• _DATASET_
-------
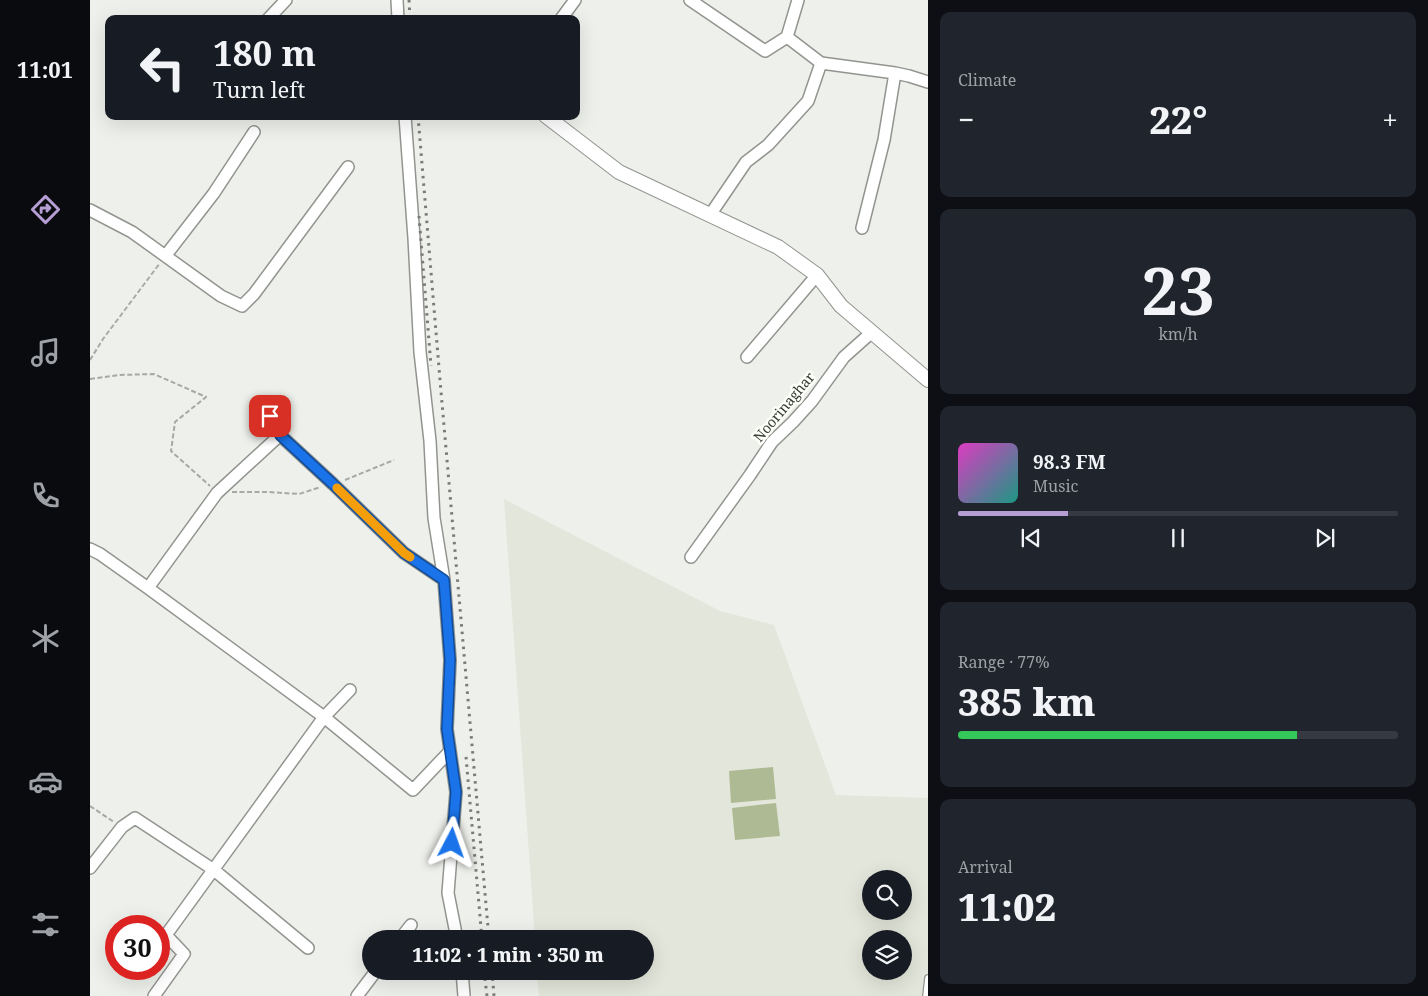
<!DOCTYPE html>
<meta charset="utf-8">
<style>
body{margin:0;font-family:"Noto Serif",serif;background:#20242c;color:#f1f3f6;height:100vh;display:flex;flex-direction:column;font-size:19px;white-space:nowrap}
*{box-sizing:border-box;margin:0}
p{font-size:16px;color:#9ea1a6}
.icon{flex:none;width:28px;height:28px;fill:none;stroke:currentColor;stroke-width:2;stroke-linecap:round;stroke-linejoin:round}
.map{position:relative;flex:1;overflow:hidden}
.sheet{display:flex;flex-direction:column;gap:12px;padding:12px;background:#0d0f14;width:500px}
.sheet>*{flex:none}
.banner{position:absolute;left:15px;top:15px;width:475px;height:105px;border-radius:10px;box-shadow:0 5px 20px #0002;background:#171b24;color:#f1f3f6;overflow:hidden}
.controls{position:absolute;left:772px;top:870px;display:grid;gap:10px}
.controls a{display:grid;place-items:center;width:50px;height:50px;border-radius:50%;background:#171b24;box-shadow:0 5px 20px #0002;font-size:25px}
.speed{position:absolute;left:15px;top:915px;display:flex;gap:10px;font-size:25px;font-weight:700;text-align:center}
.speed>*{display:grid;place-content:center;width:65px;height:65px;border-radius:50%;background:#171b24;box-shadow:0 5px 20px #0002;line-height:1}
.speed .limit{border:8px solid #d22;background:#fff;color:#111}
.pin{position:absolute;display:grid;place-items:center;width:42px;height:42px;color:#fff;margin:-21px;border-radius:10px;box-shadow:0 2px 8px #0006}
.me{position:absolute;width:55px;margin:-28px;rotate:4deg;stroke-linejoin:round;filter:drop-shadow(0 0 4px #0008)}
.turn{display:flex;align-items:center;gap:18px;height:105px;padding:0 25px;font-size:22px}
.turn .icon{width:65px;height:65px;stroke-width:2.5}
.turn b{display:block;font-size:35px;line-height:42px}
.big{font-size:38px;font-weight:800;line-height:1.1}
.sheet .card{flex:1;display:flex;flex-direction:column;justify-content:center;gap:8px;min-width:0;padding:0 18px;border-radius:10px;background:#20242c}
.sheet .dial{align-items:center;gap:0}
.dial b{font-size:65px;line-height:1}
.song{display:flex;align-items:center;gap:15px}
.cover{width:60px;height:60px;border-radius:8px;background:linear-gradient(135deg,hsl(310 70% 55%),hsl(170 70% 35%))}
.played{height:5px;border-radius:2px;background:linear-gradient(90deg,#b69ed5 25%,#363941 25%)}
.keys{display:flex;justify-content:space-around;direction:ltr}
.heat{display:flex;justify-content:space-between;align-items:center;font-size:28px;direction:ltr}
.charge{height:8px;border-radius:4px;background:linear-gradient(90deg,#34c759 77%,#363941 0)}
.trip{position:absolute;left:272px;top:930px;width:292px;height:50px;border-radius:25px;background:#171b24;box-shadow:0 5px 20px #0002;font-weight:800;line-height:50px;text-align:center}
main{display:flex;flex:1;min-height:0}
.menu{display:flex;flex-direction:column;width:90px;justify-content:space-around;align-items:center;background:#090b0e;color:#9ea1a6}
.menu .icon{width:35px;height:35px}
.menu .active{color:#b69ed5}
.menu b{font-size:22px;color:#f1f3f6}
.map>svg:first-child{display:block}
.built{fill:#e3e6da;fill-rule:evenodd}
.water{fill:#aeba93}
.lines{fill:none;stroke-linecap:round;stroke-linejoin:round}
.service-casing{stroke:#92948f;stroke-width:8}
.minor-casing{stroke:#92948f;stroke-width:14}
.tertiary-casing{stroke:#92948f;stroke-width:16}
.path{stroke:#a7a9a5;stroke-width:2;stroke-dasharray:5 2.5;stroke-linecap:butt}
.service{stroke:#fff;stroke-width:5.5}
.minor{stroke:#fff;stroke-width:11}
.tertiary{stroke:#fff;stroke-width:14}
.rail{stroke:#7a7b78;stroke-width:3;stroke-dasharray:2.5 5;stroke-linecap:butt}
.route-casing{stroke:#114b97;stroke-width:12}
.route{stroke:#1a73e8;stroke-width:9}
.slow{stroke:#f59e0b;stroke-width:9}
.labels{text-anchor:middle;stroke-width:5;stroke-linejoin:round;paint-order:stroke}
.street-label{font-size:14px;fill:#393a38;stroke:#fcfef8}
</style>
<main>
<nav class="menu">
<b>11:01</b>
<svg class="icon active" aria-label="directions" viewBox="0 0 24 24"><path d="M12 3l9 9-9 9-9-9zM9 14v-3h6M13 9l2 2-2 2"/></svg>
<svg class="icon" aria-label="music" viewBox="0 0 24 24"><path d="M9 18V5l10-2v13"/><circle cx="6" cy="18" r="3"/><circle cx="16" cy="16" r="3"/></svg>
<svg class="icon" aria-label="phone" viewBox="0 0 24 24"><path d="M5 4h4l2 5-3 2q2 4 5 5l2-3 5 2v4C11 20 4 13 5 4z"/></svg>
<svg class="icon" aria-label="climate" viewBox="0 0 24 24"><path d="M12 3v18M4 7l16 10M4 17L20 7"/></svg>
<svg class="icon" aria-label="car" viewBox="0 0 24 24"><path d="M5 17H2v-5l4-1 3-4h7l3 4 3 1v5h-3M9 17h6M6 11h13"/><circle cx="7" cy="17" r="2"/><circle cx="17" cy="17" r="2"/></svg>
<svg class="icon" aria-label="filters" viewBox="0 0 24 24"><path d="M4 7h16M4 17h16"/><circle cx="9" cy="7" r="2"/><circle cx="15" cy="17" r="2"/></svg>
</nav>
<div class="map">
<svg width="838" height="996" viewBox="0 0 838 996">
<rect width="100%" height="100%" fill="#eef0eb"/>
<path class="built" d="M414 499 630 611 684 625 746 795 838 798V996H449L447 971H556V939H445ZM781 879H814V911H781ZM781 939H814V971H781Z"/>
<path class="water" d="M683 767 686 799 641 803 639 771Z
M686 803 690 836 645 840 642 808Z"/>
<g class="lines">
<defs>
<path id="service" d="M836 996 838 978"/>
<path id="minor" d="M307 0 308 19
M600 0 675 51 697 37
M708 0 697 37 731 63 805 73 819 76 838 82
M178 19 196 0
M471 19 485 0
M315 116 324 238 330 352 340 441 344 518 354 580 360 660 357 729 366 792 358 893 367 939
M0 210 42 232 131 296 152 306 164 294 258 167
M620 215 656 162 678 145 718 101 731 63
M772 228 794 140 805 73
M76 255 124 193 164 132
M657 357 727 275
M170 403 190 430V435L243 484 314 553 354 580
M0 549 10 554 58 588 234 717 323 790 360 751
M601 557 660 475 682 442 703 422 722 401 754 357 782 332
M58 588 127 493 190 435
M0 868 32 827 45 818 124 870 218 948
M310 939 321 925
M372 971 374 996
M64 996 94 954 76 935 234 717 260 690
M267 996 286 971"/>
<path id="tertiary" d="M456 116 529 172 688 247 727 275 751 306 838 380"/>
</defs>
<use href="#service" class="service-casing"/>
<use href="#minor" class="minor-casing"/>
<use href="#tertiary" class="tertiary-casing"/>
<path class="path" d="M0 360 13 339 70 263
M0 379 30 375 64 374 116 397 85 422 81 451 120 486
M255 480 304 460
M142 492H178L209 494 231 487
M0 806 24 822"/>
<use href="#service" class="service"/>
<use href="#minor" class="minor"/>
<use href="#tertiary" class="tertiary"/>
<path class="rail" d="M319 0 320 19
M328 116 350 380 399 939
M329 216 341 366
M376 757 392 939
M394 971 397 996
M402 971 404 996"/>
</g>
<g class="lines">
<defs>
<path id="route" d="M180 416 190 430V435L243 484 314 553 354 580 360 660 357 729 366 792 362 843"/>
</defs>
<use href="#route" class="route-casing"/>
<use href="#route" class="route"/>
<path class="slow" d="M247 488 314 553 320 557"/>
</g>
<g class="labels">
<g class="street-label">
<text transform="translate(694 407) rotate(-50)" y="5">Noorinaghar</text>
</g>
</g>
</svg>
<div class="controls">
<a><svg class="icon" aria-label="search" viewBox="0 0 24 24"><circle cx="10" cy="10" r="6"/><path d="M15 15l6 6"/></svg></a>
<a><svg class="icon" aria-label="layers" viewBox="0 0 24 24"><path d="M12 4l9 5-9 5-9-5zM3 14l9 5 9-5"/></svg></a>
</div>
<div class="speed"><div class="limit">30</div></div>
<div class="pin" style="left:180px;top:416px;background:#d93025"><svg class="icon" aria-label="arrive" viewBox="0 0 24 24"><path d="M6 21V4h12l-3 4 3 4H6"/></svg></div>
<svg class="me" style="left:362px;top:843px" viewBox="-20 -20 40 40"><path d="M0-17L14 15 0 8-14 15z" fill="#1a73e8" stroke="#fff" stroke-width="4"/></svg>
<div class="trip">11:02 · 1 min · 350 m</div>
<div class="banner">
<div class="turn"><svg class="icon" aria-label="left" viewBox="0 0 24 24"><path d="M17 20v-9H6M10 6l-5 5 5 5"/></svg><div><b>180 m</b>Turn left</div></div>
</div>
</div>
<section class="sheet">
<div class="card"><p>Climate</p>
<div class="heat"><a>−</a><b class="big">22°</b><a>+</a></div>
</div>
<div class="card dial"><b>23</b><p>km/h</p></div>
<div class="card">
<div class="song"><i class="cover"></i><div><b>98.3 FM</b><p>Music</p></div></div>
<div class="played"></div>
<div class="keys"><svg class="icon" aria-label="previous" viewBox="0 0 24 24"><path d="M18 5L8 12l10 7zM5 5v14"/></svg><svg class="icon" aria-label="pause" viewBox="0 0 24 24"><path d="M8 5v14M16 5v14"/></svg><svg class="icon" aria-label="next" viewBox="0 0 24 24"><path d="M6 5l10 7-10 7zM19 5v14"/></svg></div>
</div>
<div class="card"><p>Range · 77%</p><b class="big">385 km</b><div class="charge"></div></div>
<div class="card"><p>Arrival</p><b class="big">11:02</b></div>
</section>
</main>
-------
• _PROBLEM_
The reply must be a number and nothing more: the count of lines above that contain the word "song".

• _EXPECTED OUTPUT_
2